I think there are a wide range of reasons why the field of ME/CFS has been held back; with many of the reasons mentioned in this thread. We know for a fact that there has been a certain amount of wrong-doing, because it has been documented. e.g. the CDC siphoned off funds meant for the CFS program and redirected it to other programs. I think this was said to have come about because of a culture at the CDC which belittled CFS as an entity. Anyone who took CFS seriously was ridiculed. And so it became culturally acceptable within the CDC to divert funds away from the CFS program. How such cultures come about in the first place is probably a mix of things, including ignorance, group-think, self-interest, vested interests, office politics, etc., all playing their part. I think it all comes down to human nature, and the world of ME/CFS reflects the world at large whereby people want to protect their own interests, and some groups are more successful at it than others.
If you get various separate groups of people who all have an interest in the same outcome, but for different reasons, then it can create a tide or a current where everything starts moving in that direction. In the case of ME/CFS, I think we've seen this situation where there are various self-interested groups all pulling in the same direction, but all for their own reasons, and the resulting tide has been moving in a direction that's not in the interests of patients.
Conspiracy might be too strong a word for it, but if conspiracy means two or more people making self-interested plans that happen to harm the interests of others, then conspiracy has had a part to play, as it does in many areas of life. But that doesn't mean a single, widespread or coordinated conspiracy. I think a pattern of behaviour by authorities (health care authorities and government agencies and funding bodies) has fallen into place, because it's suited a large number of players, and this pattern of behaviour can sometimes look like a coordinated conspiracy. Governments have wanted easy answers, so they've accepted the authoritative and easy answers given to them in relation to ME/CFS. Health authorities simply want some answers, rather than no answers, and cognitive-behavioural interventions have provided those easy answers; They're false answers, but they take the pressure off the authorities to be seen to be doing something. Health insurance companies want cheap answers for a long-term expensive health conditions that are difficult to manage: and the cognitive-behavioural model has provided some answers to the insurance industry. The media will go along with the prevailing wind, and run with any story that is presented to them. Funding bodies are inevitably influenced by internal and external politics and pressures, and so are influenced by vested interests: everyone wants the funding for themselves. And the psychiatric lobby in the UK seem to have undue influence over health policy for ME/CFS and funding decisions and possibly certain areas of academia; or at least they have in the past. All these factors have combined into a pretty powerful force that can superficially look like a single widespread conspiracy.
But in reality it's a bit of conspiracy, a huge amount of ignorance, a large degree of convenience, muddle, various politics at play, self-interest, vested interests, group-think, human nature, and cultural norms.
But I think the single biggest issue is simply the vacuum that is created when there is no knowledge. ME/CFS is basically a huge vacuum, so large that it's like a black hole, and it sucks in the whole wide gamut of humanity, with everyone pursuing and promoting their own interests. As soon as this vacuum is filled with some real solid knowledge (ie. a biomarker or treatment), things will be transformed over-night, with such speed, that our feet won't touch the ground and we won't look back on the sordid history of this disease. Just as MS and Parkinson's patients are no longer haunted by times gone by.
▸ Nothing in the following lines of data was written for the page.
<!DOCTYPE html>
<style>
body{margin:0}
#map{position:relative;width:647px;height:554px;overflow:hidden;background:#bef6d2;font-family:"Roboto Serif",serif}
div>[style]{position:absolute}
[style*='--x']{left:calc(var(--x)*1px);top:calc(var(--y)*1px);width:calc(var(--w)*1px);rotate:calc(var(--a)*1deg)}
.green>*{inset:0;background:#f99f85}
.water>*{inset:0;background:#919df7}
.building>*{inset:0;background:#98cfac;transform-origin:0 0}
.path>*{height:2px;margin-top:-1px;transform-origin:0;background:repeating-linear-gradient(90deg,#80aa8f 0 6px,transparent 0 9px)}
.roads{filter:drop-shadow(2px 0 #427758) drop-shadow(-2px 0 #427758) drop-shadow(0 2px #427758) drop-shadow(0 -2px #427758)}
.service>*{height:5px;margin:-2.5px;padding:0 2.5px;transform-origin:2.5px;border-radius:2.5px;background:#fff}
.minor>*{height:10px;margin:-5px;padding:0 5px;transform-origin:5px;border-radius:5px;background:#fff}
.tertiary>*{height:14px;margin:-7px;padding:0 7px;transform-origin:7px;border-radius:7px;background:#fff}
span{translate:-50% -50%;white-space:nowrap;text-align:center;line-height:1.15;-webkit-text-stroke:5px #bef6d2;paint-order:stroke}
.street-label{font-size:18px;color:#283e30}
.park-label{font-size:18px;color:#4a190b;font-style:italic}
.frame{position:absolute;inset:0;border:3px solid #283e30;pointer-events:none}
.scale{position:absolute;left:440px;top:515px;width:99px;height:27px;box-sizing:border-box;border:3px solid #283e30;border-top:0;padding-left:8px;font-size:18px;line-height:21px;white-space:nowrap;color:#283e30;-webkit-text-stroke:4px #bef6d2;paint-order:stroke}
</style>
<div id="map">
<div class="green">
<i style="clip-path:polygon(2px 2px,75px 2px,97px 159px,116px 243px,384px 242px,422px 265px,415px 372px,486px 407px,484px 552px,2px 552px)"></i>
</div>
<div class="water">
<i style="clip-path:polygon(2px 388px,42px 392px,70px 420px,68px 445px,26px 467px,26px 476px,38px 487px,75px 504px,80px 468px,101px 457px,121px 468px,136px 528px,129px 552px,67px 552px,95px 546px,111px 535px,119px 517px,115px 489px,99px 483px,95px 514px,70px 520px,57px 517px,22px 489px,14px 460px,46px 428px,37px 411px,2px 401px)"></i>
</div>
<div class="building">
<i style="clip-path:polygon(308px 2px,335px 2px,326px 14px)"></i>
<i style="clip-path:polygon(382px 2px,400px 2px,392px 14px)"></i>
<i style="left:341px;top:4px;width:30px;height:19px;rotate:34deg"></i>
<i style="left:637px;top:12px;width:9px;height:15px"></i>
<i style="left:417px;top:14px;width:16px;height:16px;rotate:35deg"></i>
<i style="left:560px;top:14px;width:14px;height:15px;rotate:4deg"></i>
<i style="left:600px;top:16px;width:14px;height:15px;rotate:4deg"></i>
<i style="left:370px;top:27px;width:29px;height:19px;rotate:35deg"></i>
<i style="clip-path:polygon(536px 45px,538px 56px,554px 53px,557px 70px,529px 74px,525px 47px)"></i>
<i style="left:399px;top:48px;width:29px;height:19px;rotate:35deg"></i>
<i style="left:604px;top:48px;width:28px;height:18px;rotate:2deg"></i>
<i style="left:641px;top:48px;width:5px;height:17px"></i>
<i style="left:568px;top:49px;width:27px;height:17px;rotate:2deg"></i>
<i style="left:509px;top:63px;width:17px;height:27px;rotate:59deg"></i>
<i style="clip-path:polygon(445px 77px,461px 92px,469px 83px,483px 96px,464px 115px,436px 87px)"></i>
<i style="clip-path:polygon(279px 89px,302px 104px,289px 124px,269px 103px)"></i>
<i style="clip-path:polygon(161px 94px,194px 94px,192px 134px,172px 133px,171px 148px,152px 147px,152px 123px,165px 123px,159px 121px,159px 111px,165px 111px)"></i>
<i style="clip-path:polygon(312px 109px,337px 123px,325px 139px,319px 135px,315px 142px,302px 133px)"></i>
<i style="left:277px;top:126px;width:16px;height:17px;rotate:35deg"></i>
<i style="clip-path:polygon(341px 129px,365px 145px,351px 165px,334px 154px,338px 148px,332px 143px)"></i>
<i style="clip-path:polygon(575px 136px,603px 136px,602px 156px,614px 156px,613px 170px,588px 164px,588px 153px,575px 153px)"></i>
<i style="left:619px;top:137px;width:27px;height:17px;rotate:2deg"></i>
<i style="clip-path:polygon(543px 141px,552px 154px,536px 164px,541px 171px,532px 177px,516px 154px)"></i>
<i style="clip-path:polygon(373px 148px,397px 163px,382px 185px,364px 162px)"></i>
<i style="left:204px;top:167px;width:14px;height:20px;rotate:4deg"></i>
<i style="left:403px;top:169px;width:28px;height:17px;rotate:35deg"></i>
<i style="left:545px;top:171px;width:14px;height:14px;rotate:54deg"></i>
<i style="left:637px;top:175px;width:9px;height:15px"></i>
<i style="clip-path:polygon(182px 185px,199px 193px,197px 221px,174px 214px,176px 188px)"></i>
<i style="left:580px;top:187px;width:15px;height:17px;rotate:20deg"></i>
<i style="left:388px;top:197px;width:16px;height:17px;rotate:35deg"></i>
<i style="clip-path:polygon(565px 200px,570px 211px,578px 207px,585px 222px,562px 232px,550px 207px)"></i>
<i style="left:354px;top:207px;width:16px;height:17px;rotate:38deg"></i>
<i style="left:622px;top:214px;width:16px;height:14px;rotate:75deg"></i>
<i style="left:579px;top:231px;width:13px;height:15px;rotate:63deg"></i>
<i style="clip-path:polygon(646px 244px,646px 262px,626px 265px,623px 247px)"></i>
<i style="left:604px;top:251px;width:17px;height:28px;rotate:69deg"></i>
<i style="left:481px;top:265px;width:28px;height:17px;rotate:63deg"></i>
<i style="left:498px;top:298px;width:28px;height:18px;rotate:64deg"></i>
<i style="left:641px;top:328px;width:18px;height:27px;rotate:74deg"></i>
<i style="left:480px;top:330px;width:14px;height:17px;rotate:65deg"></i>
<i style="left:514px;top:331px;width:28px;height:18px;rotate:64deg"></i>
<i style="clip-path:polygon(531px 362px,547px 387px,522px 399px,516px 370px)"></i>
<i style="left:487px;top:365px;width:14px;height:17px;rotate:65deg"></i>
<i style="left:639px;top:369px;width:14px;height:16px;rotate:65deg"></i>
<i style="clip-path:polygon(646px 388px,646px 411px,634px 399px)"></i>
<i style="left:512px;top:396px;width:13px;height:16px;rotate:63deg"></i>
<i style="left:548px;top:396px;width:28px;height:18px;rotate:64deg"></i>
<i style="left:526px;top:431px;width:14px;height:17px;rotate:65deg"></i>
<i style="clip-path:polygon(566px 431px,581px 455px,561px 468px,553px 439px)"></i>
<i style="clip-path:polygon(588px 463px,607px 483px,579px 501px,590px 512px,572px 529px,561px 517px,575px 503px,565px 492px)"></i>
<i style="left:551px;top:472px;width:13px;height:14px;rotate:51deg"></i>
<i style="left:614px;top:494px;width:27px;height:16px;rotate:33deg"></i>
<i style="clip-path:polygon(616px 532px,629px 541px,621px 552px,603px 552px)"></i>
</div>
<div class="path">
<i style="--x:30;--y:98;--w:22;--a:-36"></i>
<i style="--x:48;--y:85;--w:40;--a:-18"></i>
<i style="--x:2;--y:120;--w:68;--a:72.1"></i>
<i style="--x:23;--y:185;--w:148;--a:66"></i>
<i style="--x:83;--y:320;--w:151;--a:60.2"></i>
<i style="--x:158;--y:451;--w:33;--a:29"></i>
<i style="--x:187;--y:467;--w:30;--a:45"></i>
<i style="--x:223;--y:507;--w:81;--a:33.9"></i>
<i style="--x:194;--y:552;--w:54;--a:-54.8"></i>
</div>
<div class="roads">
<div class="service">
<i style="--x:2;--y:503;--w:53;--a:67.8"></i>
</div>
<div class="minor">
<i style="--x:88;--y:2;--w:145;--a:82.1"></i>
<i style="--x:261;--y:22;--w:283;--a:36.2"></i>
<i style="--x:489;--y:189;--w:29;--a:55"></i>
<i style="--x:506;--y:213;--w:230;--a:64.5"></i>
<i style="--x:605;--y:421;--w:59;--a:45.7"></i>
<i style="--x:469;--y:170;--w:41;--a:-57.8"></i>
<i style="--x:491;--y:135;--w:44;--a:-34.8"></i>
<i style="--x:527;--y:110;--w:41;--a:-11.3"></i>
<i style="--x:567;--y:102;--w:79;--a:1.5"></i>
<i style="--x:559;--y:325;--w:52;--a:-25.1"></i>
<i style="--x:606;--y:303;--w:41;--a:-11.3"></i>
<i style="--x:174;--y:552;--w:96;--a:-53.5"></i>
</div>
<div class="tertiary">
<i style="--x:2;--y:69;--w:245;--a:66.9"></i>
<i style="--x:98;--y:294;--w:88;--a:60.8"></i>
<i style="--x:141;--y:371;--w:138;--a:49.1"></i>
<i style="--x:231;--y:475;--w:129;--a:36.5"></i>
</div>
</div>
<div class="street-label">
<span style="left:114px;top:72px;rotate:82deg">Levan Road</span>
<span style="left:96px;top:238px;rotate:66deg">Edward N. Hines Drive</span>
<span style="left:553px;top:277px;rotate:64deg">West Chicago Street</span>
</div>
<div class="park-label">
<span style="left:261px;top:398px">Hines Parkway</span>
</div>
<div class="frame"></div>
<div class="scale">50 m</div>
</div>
That's my take on it anyway. But perhaps I'm playing down the conspiracy angle a bit here - I often think there is much more going on. I do think a degree of conspiracy has been observed and uncovered, but to suggest that there is a single powerful conspiracy playing out against patients' interests is undoubtedly wrong and to suggest it is also counterproductive because people switch off when they hear that kind of talk.
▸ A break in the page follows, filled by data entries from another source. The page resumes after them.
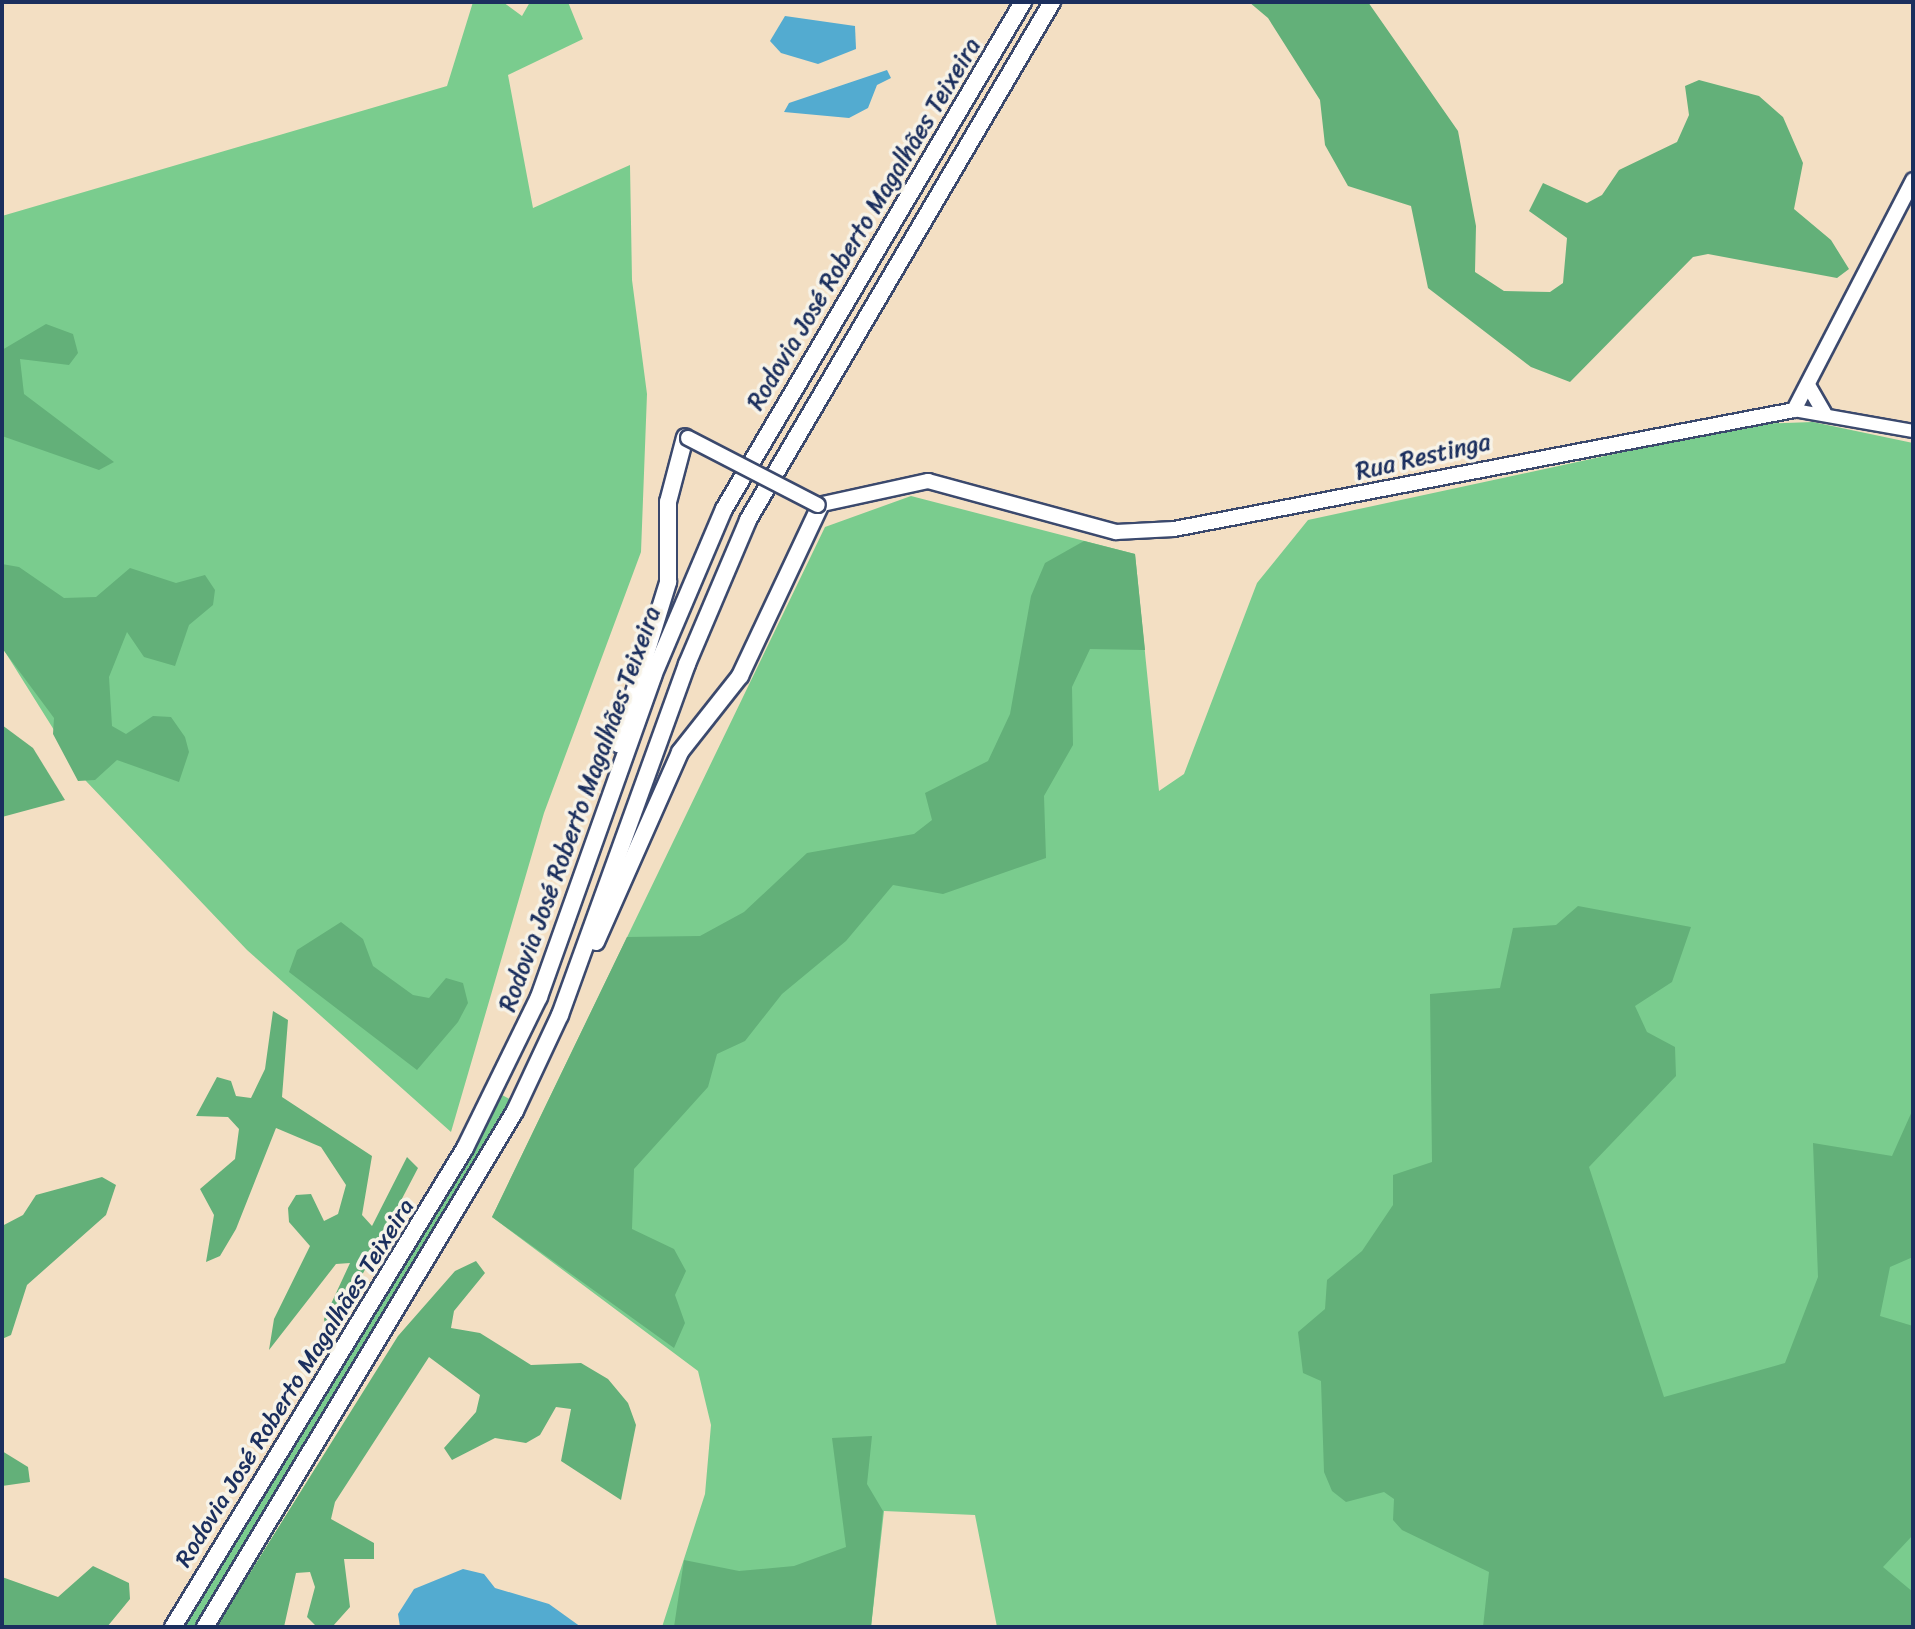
<!DOCTYPE html>
<html>
<head>
<meta charset="utf-8">
<style>
  body { margin:0 }
  #map { position:relative; width:1915px; height:1629px; overflow:hidden; background:#f3dfc3; font-family:Sriracha,sans-serif }
  div>[style] { position:absolute }
  [style*='--x'] { left:calc(var(--x)*1px); top:calc(var(--y)*1px); width:calc(var(--w)*1px); rotate:calc(var(--a)*1deg) }
  .green>* { inset:0; background:#7acc8e }
  .forest>* { inset:0; background:#63b079 }
  .water>* { inset:0; background:#53abd0 }
  .roads { filter:drop-shadow(2px 0 #3b496d) drop-shadow(-2px 0 #3b496d) drop-shadow(0 2px #3b496d) drop-shadow(0 -2px #3b496d) }
  .secondary>* { height:12px; margin:-6px; padding:0 6px; transform-origin:6px; border-radius:6px; background:#fff }
  .primary>* { height:14px; margin:-7px; padding:0 7px; transform-origin:7px; border-radius:7px; background:#fff }
  .highway>* { height:16px; margin:-8px; padding:0 8px; transform-origin:8px; border-radius:8px; background:#fff }
  .bridges { filter:drop-shadow(2px 0 #3b496d) drop-shadow(-2px 0 #3b496d) drop-shadow(0 2px #3b496d) drop-shadow(0 -2px #3b496d) }
  .primary-bridge>* { height:14px; margin:-7px; padding:0 7px; transform-origin:7px; border-radius:7px; background:#fff }
  span { translate:-50% -50%; white-space:nowrap; text-align:center; line-height:1.15; -webkit-text-stroke:7px #f7f3e8; paint-order:stroke }
  .street-label { font-size:24px; color:#1b2f5e }
  .frame { position:absolute; inset:0; border:4px solid #1b2f5e; pointer-events:none }
</style>
</head>
<body>
<div id="map">
  <div class="green">
    <div style="clip-path:polygon(473px 2px,503px 2px,522px 16px,530px 2px,568px 2px,583px 39px,508px 75px,533px 208px,630px 165px,632px 280px,647px 394px,641px 552px,544px 813px,451px 1132px,247px 950px,86px 781px,2px 647px,2px 216px,447px 86px)"></div>
    <div style="clip-path:polygon(1813px 422px,1913px 443px,1913px 1627px,997px 1627px,975px 1515px,884px 1511px,871px 1627px,662px 1627px,705px 1494px,711px 1425px,698px 1371px,492px 1217px,825px 527px,911px 496px,1135px 554px,1159px 791px,1184px 774px,1257px 583px,1308px 520px,1753px 424px)"></div>
    <div style="clip-path:polygon(502px 1095px,513px 1101px,198px 1627px,181px 1627px)"></div>
  </div>
  <div class="forest">
    <div style="clip-path:polygon(1249px 2px,1368px 2px,1458px 131px,1476px 226px,1475px 272px,1504px 291px,1550px 292px,1563px 283px,1567px 238px,1529px 211px,1543px 183px,1587px 203px,1602px 195px,1619px 170px,1677px 142px,1689px 115px,1685px 86px,1699px 80px,1759px 96px,1783px 117px,1803px 163px,1794px 209px,1831px 240px,1849px 269px,1837px 278px,1708px 254px,1693px 257px,1570px 382px,1531px 367px,1428px 288px,1411px 206px,1348px 186px,1325px 145px,1320px 100px,1268px 18px)"></div>
    <div style="clip-path:polygon(46px 324px,73px 334px,78px 353px,69px 365px,20px 359px,24px 394px,114px 462px,99px 470px,2px 436px,2px 350px)"></div>
    <div style="clip-path:polygon(1084px 541px,1135px 554px,1145px 650px,1090px 649px,1072px 687px,1073px 745px,1044px 796px,1046px 858px,943px 894px,893px 885px,846px 941px,782px 994px,745px 1041px,717px 1054px,708px 1087px,634px 1169px,632px 1229px,674px 1249px,686px 1271px,675px 1295px,685px 1323px,674px 1348px,492px 1217px,627px 937px,700px 936px,744px 912px,807px 853px,914px 834px,932px 820px,925px 793px,988px 761px,1010px 714px,1031px 596px,1045px 563px)"></div>
    <div style="clip-path:polygon(2px 564px,19px 567px,64px 598px,96px 597px,130px 568px,176px 583px,205px 575px,215px 590px,213px 605px,189px 625px,175px 666px,144px 657px,127px 632px,109px 677px,112px 726px,126px 734px,153px 716px,171px 717px,185px 737px,189px 752px,179px 782px,117px 760px,95px 780px,78px 781px,53px 734px,54px 718px,2px 648px)"></div>
    <div style="clip-path:polygon(2px 725px,33px 748px,65px 800px,2px 817px)"></div>
    <div style="clip-path:polygon(1578px 906px,1691px 927px,1672px 982px,1635px 1006px,1647px 1032px,1675px 1047px,1676px 1076px,1589px 1167px,1664px 1397px,1785px 1363px,1818px 1277px,1813px 1143px,1892px 1156px,1913px 1109px,1913px 1257px,1890px 1267px,1880px 1316px,1913px 1326px,1913px 1535px,1883px 1567px,1913px 1592px,1913px 1627px,1483px 1627px,1489px 1572px,1402px 1530px,1393px 1520px,1394px 1499px,1384px 1492px,1346px 1502px,1332px 1491px,1324px 1472px,1321px 1381px,1303px 1373px,1298px 1332px,1325px 1309px,1327px 1280px,1362px 1251px,1393px 1205px,1393px 1175px,1432px 1162px,1430px 994px,1500px 988px,1513px 928px,1556px 925px)"></div>
    <div style="clip-path:polygon(341px 922px,363px 939px,373px 966px,413px 995px,429px 998px,446px 978px,463px 983px,468px 1003px,458px 1022px,417px 1070px,289px 972px,297px 950px)"></div>
    <div style="clip-path:polygon(273px 1011px,288px 1020px,282px 1097px,372px 1156px,362px 1215px,372px 1226px,407px 1157px,418px 1168px,335px 1327px,327px 1334px,324px 1319px,350px 1263px,336px 1264px,269px 1350px,274px 1319px,310px 1246px,289px 1222px,288px 1208px,296px 1195px,311px 1194px,324px 1221px,338px 1214px,346px 1185px,321px 1147px,276px 1128px,236px 1229px,220px 1256px,206px 1262px,214px 1215px,200px 1189px,235px 1159px,239px 1129px,228px 1117px,196px 1116px,217px 1077px,231px 1081px,236px 1096px,251px 1098px,265px 1069px)"></div>
    <div style="clip-path:polygon(102px 1177px,116px 1185px,106px 1215px,27px 1285px,11px 1335px,2px 1339px,2px 1226px,23px 1215px,36px 1195px)"></div>
    <div style="clip-path:polygon(476px 1261px,485px 1273px,454px 1311px,451px 1328px,480px 1333px,531px 1365px,581px 1363px,608px 1379px,628px 1403px,636px 1425px,621px 1500px,561px 1461px,571px 1409px,556px 1407px,540px 1435px,526px 1443px,495px 1438px,452px 1460px,444px 1448px,476px 1412px,480px 1395px,429px 1357px,335px 1502px,331px 1519px,374px 1543px,374px 1559px,344px 1559px,350px 1607px,333px 1626px,317px 1627px,307px 1617px,315px 1587px,310px 1572px,296px 1573px,284px 1627px,216px 1627px,398px 1336px,455px 1271px)"></div>
    <div style="clip-path:polygon(872px 1436px,867px 1484px,883px 1511px,871px 1627px,674px 1627px,684px 1560px,739px 1571px,794px 1566px,846px 1547px,832px 1438px)"></div>
    <div style="clip-path:polygon(2px 1451px,28px 1467px,30px 1482px,2px 1486px)"></div>
    <div style="clip-path:polygon(93px 1566px,129px 1583px,130px 1599px,107px 1627px,2px 1627px,2px 1577px,58px 1597px)"></div>
  </div>
  <div class="water">
    <div style="clip-path:polygon(785px 16px,855px 26px,856px 49px,818px 64px,781px 53px,770px 41px)"></div>
    <div style="clip-path:polygon(887px 70px,891px 78px,877px 85px,868px 108px,849px 118px,784px 112px,789px 103px)"></div>
    <div style="clip-path:polygon(463px 1569px,484px 1574px,495px 1588px,549px 1604px,581px 1627px,400px 1627px,398px 1614px,414px 1589px)"></div>
  </div>
  <div class="roads">
    <div class="secondary">
      <div style="--x:1794;--y:410;--w:121;--a:10"></div>
    </div>
    <div class="primary">
      <div style="--x:1808;--y:385;--w:32;--a:60"></div>
      <div style="--x:818;--y:505;--w:113;--a:-12.3"></div>
      <div style="--x:928;--y:481;--w:195;--a:15.2"></div>
      <div style="--x:1116;--y:532;--w:58;--a:-3"></div>
      <div style="--x:1174;--y:529;--w:631;--a:-10.86"></div>
      <div style="--x:1794;--y:410;--w:259;--a:-62.6"></div>
    </div>
    <div class="highway">
      <div style="--x:618;--y:744;--w:170;--a:-72.8"></div>
      <div style="--x:668;--y:582;--w:80;--a:-90"></div>
      <div style="--x:668;--y:502;--w:67;--a:-75.3"></div>
      <div style="--x:596;--y:942;--w:208;--a:-66.1"></div>
      <div style="--x:680;--y:752;--w:97;--a:-51.7"></div>
      <div style="--x:740;--y:676;--w:188;--a:-64.8"></div>
      <div style="--x:173;--y:1627;--w:561;--a:-58.63"></div>
      <div style="--x:465;--y:1148;--w:168;--a:-63.9"></div>
      <div style="--x:539;--y:997;--w:341;--a:-70.4"></div>
      <div style="--x:653;--y:676;--w:181;--a:-67"></div>
      <div style="--x:724;--y:509;--w:589;--a:-59.47"></div>
      <div style="--x:205;--y:1627;--w:602;--a:-59"></div>
      <div style="--x:515;--y:1111;--w:106;--a:-64.9"></div>
      <div style="--x:560;--y:1015;--w:373;--a:-70.1"></div>
      <div style="--x:687;--y:664;--w:156;--a:-67"></div>
      <div style="--x:748;--y:520;--w:601;--a:-59.59"></div>
    </div>
  </div>
  <div class="bridges">
    <div class="primary-bridge">
      <div style="--x:688;--y:438;--w:146;--a:27.3"></div>
    </div>
  </div>
  <div class="street-label">
    <span style="left:864px;top:224px;rotate:-59deg">Rodovia José Roberto Magalhães Teixeira</span>
    <span style="left:1423px;top:457px;rotate:-13deg">Rua Restinga</span>
    <span style="left:580px;top:809px;rotate:-70deg">Rodovia José Roberto Magalhães Teixeira</span>
    <span style="left:295px;top:1383px;rotate:-58deg">Rodovia José Roberto Magalhães Teixeira</span>
  </div>
  <div class="frame"></div>
</div>
</body>
</html>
I think we need to continue to fight our corner, to push for more funding and better recognition etc. If my wishes had any influence, then my two priorities would be 1. biomedical research funding and 2. clinical centres of excellence staffed by immunologists, neurologists, rheumatologists, pain specialists, sleep specialists, occupational therapists, counsellors (for those who need help adjusting to chronic illness), and where other potential causes of ME-like symptoms, flu-like symptoms and fatigue are also screened (e.g. by specialists in cancer, autoimmunity, genetic conditions, rare illnesses, infections, sleep conditions, etc.)